What is needed: Copy the records below without altering a single word.
──────── Record excerpts
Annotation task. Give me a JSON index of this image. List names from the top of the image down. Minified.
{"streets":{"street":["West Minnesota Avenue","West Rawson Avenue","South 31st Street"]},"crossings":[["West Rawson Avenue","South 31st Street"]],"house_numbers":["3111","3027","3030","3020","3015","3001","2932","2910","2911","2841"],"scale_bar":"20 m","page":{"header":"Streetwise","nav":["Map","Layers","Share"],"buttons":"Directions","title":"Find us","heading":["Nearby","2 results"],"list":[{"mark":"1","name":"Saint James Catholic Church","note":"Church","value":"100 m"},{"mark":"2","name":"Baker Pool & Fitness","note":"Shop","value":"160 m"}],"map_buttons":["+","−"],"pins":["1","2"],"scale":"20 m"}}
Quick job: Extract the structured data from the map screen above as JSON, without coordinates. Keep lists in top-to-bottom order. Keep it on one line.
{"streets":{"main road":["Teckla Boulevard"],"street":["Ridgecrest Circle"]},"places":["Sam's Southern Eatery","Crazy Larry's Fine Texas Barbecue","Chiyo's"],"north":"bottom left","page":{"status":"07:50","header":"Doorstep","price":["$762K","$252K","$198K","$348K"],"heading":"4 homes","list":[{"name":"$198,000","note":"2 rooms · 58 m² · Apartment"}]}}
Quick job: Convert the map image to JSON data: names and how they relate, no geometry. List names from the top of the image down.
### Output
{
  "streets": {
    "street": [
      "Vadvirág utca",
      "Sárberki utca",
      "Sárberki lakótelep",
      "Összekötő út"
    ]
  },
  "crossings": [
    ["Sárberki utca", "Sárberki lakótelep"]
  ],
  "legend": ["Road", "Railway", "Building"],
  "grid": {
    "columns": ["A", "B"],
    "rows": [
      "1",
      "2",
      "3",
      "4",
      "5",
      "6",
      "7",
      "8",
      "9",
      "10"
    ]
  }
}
────────────────
Response box:
Annotation task. Give me a JSON index of this image. List names from the top of the image down. Minified.
{"streets":{"street":["West Minnesota Avenue","West Rawson Avenue","South 31st Street"]},"crossings":[["West Rawson Avenue","South 31st Street"]],"house_numbers":["3111","3027","3030","3020","3015","3001","2932","2910","2911","2841"],"scale_bar":"20 m","page":{"header":"Streetwise","nav":["Map","Layers","Share"],"buttons":"Directions","title":"Find us","heading":["Nearby","2 results"],"list":[{"mark":"1","name":"Saint James Catholic Church","note":"Church","value":"100 m"},{"mark":"2","name":"Baker Pool & Fitness","note":"Shop","value":"160 m"}],"map_buttons":["+","−"],"pins":["1","2"],"scale":"20 m"}}
Quick job: Extract the structured data from the map screen above as JSON, without coordinates. Keep lists in top-to-bottom order. Keep it on one line.
{"streets":{"main road":["Teckla Boulevard"],"street":["Ridgecrest Circle"]},"places":["Sam's Southern Eatery","Crazy Larry's Fine Texas Barbecue","Chiyo's"],"north":"bottom left","page":{"status":"07:50","header":"Doorstep","price":["$762K","$252K","$198K","$348K"],"heading":"4 homes","list":[{"name":"$198,000","note":"2 rooms · 58 m² · Apartment"}]}}
Quick job: Convert the map image to JSON data: names and how they relate, no geometry. List names from the top of the image down.
### Output
{
  "streets": {
    "street": [
      "Vadvirág utca",
      "Sárberki utca",
      "Sárberki lakótelep",
      "Összekötő út"
    ]
  },
  "crossings": [
    ["Sárberki utca", "Sárberki lakótelep"]
  ],
  "legend": ["Road", "Railway", "Building"],
  "grid": {
    "columns": ["A", "B"],
    "rows": [
      "1",
      "2",
      "3",
      "4",
      "5",
      "6",
      "7",
      "8",
      "9",
      "10"
    ]
  }
}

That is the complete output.